There are now new players on the agenda, apart from Wales, Scotland and Northern Ireland. In the future, this could mean that mayoral powers and local government might be given more in the way of business support. In its new role, the CMA will have to reflect both those changes and the interests of each of those legislative bodies, which it will adjudicate on. So it is not sufficient for the CMA to take instruction from the UK Government alone.

That brings me to the issue of frameworks. The Government’s response to the report mentions that they will need a framework because, although the CMA will be the regulator, it will not provide the strategic framework in which a UK single market will operate. If a UK single market is to operate with those different legislatures, it will need instruction, direction or some form of agreement—at least a fabric of agreement—from them on the framework in which it will operate. As noble Lords just heard, there will be a difference, for example, in the water industry.
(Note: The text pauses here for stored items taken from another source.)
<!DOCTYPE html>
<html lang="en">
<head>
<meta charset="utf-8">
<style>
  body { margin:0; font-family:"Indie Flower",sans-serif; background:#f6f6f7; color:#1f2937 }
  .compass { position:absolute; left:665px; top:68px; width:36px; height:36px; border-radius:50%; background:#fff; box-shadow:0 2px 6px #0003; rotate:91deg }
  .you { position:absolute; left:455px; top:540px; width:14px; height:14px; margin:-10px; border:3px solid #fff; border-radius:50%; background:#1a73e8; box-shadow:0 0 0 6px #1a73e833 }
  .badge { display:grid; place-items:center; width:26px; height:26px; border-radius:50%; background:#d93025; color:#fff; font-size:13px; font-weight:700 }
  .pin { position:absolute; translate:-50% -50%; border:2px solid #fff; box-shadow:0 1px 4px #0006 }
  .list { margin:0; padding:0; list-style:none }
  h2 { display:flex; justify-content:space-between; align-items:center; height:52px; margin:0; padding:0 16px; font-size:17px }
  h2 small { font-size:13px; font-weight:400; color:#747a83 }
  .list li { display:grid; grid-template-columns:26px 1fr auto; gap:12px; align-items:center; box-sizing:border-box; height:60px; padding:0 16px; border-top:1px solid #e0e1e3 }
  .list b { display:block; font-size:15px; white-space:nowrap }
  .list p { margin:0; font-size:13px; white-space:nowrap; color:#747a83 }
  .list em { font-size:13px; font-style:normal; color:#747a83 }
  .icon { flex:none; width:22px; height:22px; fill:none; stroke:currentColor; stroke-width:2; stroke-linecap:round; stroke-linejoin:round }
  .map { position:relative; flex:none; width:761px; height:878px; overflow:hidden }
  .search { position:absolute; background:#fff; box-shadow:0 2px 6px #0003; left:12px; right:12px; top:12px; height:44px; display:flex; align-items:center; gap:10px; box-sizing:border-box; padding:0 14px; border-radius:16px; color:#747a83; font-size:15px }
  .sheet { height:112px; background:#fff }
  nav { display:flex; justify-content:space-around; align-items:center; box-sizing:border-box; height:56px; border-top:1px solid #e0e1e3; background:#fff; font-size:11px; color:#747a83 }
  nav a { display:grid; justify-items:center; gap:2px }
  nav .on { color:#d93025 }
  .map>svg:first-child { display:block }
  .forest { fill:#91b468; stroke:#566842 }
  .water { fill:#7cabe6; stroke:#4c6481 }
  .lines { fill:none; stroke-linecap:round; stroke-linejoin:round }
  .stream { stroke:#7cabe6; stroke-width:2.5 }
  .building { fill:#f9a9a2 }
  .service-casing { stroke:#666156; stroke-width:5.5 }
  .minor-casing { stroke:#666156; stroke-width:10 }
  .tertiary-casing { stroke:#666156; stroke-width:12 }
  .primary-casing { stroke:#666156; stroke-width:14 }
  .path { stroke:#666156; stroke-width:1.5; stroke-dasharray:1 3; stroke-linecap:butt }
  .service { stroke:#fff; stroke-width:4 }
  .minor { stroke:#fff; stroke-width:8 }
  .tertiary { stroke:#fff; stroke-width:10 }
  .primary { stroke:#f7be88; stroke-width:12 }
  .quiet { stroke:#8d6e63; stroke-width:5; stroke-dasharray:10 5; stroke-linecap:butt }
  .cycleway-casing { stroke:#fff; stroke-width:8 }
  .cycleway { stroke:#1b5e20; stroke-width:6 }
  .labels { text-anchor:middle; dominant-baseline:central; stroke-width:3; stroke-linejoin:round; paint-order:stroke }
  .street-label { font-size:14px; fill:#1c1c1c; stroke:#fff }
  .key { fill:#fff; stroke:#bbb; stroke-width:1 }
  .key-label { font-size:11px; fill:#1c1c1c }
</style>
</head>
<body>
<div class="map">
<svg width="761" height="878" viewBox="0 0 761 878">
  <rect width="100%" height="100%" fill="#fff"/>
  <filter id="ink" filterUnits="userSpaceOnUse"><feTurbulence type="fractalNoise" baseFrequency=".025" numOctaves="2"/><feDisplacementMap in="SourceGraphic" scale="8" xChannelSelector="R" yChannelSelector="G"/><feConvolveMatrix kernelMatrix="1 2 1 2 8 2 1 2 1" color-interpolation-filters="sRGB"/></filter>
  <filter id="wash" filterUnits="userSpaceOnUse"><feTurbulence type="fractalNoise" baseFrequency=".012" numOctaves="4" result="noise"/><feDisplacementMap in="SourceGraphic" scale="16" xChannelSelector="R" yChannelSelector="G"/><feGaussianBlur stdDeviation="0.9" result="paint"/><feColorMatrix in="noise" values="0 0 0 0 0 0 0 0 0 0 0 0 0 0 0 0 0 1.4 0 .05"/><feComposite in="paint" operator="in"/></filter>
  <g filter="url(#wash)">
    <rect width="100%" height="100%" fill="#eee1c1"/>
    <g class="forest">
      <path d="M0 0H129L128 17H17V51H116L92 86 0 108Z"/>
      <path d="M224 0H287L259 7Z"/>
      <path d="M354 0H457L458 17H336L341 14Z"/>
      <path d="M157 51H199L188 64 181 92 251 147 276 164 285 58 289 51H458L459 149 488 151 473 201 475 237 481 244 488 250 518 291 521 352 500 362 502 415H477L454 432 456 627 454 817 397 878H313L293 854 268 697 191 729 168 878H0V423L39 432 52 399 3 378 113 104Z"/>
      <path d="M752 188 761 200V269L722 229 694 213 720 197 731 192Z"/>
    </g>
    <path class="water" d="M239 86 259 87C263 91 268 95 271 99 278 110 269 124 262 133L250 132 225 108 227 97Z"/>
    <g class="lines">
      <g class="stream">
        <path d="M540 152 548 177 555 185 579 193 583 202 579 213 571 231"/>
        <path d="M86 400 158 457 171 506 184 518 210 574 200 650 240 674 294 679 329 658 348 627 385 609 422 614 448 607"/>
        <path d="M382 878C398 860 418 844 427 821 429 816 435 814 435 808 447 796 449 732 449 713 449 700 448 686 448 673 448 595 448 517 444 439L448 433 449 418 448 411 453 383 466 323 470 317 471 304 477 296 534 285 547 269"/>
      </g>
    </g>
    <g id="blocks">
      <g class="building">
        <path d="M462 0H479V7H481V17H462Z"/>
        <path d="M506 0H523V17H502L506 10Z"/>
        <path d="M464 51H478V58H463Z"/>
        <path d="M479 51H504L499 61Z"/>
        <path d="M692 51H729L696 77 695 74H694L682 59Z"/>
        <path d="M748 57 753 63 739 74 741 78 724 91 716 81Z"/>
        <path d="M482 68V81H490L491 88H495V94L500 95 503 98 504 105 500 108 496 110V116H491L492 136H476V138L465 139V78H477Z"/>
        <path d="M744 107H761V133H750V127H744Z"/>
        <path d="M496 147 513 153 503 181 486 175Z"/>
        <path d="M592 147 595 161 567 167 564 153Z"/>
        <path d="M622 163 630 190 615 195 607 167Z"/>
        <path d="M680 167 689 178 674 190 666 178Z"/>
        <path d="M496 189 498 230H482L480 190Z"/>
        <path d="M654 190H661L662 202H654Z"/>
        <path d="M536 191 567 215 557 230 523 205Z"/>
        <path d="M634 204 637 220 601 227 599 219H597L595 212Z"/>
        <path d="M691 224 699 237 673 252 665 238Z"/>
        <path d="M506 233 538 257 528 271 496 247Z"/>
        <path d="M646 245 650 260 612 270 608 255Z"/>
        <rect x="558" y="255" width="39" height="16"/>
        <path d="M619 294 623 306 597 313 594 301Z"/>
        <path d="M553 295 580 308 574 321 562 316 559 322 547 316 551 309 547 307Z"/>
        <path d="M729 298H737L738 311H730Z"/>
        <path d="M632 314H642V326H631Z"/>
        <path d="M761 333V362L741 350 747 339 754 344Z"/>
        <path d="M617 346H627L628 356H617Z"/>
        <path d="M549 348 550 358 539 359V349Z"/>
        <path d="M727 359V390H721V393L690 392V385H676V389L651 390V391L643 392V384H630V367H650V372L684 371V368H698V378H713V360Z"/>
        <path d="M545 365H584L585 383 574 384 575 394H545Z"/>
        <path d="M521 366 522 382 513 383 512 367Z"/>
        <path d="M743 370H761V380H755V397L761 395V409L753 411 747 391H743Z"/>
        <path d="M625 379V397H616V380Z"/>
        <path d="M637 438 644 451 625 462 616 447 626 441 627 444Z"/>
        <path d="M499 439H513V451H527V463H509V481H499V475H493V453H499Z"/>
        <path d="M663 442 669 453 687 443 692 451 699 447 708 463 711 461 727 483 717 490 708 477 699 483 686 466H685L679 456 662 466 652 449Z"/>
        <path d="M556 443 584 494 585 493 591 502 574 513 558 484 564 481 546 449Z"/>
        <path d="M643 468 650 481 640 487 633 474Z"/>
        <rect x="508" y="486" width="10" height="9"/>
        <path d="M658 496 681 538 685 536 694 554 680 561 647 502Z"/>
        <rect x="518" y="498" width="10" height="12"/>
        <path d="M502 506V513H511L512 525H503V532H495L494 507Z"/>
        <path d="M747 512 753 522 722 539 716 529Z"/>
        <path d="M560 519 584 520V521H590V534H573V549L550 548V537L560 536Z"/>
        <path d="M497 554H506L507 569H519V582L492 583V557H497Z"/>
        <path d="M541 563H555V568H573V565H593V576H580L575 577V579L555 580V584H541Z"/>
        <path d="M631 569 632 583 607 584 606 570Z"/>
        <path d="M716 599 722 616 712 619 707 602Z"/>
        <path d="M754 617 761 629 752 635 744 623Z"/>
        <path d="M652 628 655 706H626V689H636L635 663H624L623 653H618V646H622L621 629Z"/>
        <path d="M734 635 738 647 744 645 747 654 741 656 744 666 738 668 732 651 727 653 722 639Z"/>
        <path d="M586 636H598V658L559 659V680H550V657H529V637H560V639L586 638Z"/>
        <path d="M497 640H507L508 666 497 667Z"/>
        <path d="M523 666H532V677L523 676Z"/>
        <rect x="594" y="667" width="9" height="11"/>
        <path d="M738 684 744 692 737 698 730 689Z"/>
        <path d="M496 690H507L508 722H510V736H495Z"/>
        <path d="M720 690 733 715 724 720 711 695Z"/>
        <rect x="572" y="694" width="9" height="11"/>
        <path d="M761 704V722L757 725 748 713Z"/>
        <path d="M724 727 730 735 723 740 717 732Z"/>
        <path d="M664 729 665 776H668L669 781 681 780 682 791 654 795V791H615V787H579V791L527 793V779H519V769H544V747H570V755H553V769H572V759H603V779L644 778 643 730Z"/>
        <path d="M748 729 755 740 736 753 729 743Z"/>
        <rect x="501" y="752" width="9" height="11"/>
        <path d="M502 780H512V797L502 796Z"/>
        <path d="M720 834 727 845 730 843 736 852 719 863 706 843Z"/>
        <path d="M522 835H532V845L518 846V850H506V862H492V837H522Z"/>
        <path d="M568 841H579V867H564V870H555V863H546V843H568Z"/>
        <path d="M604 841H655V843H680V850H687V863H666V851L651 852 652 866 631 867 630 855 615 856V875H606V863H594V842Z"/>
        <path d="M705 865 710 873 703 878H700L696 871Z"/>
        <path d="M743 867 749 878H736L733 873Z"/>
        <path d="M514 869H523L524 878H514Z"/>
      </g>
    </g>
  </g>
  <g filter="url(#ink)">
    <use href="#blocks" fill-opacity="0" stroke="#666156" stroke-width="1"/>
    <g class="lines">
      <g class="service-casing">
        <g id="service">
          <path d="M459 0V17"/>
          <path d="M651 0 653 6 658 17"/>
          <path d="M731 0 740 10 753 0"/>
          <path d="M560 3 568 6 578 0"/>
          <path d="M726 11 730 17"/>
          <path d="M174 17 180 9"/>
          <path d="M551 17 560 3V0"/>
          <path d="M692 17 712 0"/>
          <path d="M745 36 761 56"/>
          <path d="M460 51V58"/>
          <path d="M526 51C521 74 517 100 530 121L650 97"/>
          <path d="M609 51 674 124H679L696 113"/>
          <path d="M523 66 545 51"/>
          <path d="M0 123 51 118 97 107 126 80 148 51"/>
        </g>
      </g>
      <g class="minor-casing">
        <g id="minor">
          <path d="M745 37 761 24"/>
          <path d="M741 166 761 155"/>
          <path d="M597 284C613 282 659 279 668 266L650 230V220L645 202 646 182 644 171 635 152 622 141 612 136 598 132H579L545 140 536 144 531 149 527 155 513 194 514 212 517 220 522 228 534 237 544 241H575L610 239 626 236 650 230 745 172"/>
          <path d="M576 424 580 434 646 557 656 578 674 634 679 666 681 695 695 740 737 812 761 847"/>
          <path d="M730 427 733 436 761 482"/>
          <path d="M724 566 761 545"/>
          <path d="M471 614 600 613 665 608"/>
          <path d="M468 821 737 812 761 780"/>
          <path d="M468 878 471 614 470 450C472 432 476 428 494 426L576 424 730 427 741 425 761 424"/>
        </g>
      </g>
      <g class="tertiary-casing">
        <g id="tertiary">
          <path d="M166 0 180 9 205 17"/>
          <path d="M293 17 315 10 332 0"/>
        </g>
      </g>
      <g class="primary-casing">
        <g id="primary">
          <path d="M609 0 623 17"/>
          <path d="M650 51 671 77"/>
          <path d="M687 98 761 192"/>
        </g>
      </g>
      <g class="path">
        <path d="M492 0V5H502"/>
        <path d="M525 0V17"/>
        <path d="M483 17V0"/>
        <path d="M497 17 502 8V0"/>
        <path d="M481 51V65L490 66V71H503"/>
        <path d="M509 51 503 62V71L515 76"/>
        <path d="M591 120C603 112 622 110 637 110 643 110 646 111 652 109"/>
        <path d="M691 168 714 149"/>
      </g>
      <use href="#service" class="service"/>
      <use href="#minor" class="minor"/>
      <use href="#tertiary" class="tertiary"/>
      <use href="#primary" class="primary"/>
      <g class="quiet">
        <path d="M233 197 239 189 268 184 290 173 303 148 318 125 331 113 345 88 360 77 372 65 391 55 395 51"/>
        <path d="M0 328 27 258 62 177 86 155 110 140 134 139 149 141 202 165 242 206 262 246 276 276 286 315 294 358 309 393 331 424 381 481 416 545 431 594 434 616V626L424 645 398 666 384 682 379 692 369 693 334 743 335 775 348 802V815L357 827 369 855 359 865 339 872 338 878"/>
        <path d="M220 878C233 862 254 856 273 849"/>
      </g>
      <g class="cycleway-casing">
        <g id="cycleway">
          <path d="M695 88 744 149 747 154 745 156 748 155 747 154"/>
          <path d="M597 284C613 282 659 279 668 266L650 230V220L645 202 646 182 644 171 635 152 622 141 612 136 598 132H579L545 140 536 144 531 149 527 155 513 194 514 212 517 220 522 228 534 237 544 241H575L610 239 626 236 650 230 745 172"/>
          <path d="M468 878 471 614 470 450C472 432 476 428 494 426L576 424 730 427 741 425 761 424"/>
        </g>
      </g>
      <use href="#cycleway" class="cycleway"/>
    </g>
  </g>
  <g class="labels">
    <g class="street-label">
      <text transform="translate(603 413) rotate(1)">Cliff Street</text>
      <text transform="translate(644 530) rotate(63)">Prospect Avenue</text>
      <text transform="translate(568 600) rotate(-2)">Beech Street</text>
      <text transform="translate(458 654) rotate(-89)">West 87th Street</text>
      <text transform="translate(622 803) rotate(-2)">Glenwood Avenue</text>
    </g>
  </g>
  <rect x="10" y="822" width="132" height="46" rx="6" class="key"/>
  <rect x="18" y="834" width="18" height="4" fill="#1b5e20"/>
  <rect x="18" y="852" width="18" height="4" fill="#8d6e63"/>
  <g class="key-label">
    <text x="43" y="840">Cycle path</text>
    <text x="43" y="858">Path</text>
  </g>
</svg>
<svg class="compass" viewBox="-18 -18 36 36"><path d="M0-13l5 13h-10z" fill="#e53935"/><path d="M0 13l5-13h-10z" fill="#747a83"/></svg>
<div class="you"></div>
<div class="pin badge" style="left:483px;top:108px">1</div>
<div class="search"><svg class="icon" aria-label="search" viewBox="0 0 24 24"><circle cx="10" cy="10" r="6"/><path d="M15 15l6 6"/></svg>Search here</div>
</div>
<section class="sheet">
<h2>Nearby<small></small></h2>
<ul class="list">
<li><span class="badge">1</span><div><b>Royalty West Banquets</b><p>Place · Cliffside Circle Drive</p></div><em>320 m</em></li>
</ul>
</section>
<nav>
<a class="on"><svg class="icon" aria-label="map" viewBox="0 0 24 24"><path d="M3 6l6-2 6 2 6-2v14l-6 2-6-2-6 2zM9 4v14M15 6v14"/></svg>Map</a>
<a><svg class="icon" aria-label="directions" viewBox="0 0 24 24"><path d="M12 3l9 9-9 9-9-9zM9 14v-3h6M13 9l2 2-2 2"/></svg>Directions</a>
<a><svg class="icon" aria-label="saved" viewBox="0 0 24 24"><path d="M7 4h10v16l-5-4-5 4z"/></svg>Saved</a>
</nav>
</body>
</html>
Some parties in this Chamber may want to nationalise the water industry, but I would point out to those of us who are recipients of water from Welsh Water that it is a not-for-profit organisation, and I do not think that the people of Wales would want to change that—thank you very much. Blanket policies that try to operate across the United Kingdom will certainly not work in the interests of parts of the UK where legislative powers exist to make sure that these things are dealt with at different levels.

So the framework that is about to be discussed is urgently important. Who will determine it? In the debates on the European Union (Withdrawal) Bill, issues relating to powers for Scotland and Wales were the subject of great dispute. While the UK Government have reached an agreement with the Welsh Government, they have not reached one with the Scottish Government on how they will operate certain powers. There is a lesson in this: the UK Government ought to work now with the devolved Administrations, local government and mayors to try to find a way in which this framework can be put together.

Of course, a route for that to happen is through a joint ministerial council, which is meant to bring together Ministers from the different Administrations to come to an agreement. I believe that there is now a role for a JMC to be put on a statutory basis and become the body that will issue and develop a strategy that has the agreement of the whole United Kingdom, so that the CMA can operate in its new state aid role. As we know, the current agreement with the Welsh Government on the European Union (Withdrawal) Bill is that the various powers that reflect on the Welsh and UK Governments have been frozen until the framework is in place. That agreement was reached by the UK Government with the Welsh Government but has not yet been reached with the Scottish Government. That route was taken because the Government needed some process by which they could advance on how those powers would be developed and used. We need joint agreement very rapidly.

Finally, I want to ask the Minister some questions about the future. First, when will the Government begin engagement with the devolved Administrations on the structure of a future framework for state aid, or whatever they might think of as a suitable name for the new subsidy regime for the United Kingdom?

Secondly, does the Minister anticipate that any form of trade deal with the EU, or indeed any other country, will require some form of state aid restriction? We know that the WTO rules are different from the EU rules, but do the Government anticipate some form of state aid restrictions inevitably being put before us?

Thirdly and finally, do the Government agree that some formulation for determining the future state aid regime similar to the joint ministerial committee is an appropriate mechanism? Given the variety of frameworks, not least those identified during the passage of the EU withdrawal Bill through your Lordships’ House, is a permanent statutory structure of a joint ministerial committee an appropriate way of dealing with it?